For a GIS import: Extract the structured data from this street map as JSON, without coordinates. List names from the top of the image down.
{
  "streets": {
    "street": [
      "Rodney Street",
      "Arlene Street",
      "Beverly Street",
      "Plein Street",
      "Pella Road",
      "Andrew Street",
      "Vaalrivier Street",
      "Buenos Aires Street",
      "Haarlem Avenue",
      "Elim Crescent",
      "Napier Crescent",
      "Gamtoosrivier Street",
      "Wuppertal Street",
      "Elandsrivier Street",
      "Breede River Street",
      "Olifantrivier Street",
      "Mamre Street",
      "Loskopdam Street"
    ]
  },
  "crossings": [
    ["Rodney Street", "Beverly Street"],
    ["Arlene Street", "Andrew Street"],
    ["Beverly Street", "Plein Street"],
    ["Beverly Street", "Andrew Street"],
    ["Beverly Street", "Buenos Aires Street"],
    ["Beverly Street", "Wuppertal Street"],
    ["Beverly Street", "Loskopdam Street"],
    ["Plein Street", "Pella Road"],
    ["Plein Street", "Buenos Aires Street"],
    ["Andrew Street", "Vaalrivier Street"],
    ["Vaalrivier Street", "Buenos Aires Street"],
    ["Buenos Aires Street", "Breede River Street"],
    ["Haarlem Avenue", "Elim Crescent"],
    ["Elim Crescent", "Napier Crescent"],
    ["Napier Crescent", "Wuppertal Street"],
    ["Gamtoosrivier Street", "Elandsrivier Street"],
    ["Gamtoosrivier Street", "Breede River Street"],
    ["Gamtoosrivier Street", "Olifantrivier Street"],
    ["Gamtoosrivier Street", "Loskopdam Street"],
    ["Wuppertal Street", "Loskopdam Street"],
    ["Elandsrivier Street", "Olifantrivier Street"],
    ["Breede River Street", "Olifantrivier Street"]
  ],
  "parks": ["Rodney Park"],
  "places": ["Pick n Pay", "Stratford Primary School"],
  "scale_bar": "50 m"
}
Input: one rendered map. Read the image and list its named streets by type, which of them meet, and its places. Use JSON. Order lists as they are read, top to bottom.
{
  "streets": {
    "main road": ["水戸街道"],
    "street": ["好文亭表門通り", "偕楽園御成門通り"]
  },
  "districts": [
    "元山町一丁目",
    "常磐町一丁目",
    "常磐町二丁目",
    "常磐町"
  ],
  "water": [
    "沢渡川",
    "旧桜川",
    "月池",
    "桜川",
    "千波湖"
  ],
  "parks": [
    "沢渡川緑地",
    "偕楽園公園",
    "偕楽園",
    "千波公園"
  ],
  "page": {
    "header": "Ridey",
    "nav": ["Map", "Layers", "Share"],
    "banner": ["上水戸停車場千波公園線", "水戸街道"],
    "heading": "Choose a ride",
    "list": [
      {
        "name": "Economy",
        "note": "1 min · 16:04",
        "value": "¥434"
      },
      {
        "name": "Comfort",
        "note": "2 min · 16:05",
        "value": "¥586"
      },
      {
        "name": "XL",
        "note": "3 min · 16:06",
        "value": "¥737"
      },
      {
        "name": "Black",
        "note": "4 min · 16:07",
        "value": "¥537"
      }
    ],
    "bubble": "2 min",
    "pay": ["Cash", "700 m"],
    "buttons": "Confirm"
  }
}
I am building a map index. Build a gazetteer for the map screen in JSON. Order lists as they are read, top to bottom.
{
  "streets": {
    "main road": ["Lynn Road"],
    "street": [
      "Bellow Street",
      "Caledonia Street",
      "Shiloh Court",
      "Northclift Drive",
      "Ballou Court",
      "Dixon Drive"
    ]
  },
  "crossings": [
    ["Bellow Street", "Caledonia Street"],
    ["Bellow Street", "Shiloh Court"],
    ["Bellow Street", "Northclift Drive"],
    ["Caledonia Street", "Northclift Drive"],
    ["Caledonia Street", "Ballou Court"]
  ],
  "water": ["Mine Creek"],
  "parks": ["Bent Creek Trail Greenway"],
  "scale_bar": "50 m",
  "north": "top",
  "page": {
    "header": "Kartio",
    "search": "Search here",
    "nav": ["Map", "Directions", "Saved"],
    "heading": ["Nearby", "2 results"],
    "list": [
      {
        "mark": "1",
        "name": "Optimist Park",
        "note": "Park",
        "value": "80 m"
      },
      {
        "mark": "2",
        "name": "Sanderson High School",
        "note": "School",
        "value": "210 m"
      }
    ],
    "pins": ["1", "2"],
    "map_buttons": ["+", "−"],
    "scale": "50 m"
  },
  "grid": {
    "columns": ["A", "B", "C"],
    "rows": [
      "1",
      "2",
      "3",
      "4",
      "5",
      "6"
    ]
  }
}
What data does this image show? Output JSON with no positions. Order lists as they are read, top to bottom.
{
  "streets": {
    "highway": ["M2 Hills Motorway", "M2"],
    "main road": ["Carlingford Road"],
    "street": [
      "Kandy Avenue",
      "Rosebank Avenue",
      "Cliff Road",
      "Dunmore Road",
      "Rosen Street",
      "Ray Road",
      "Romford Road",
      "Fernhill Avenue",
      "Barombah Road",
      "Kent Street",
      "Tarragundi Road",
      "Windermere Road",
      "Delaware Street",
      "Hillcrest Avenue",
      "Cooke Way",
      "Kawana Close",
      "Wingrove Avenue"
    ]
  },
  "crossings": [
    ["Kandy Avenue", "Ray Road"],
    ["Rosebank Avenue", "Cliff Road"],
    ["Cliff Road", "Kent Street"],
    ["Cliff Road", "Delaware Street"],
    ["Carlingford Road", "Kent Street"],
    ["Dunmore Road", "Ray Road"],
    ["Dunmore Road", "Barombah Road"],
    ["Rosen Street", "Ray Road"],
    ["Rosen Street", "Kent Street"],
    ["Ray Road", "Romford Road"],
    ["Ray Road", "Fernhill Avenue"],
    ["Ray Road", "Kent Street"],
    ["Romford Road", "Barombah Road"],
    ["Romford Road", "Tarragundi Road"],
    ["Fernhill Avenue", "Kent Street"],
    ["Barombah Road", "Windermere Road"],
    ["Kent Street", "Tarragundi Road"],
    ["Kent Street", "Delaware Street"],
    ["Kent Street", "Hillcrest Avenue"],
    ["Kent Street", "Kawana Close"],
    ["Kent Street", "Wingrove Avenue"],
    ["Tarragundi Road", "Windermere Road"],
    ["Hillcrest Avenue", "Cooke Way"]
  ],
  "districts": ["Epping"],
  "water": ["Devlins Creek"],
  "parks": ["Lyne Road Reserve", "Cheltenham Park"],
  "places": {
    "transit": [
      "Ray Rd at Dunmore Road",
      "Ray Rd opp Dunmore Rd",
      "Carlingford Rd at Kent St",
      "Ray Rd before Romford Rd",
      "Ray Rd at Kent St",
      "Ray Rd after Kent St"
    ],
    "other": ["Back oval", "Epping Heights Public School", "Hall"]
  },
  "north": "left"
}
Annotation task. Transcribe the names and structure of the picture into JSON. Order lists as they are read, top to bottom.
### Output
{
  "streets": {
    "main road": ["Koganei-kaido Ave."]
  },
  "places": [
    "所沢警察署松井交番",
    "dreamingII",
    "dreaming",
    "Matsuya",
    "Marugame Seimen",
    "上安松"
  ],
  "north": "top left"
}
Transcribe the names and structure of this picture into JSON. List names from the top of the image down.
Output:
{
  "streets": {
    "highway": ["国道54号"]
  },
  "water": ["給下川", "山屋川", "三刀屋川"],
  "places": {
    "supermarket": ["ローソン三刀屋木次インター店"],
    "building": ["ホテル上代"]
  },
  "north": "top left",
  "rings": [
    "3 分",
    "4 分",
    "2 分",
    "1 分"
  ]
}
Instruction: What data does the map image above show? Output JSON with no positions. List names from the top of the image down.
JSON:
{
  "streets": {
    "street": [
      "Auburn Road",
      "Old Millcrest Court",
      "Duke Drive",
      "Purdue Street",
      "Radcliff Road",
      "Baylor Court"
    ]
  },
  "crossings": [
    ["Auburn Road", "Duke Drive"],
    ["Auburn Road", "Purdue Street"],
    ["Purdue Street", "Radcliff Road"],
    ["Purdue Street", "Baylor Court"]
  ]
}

WHAT YOU WILL DO →
Read through the entries and copy each line in which "Radcliff" appears.

WORKED SOLUTION →
      "Radcliff Road",
    ["Purdue Street", "Radcliff Road"],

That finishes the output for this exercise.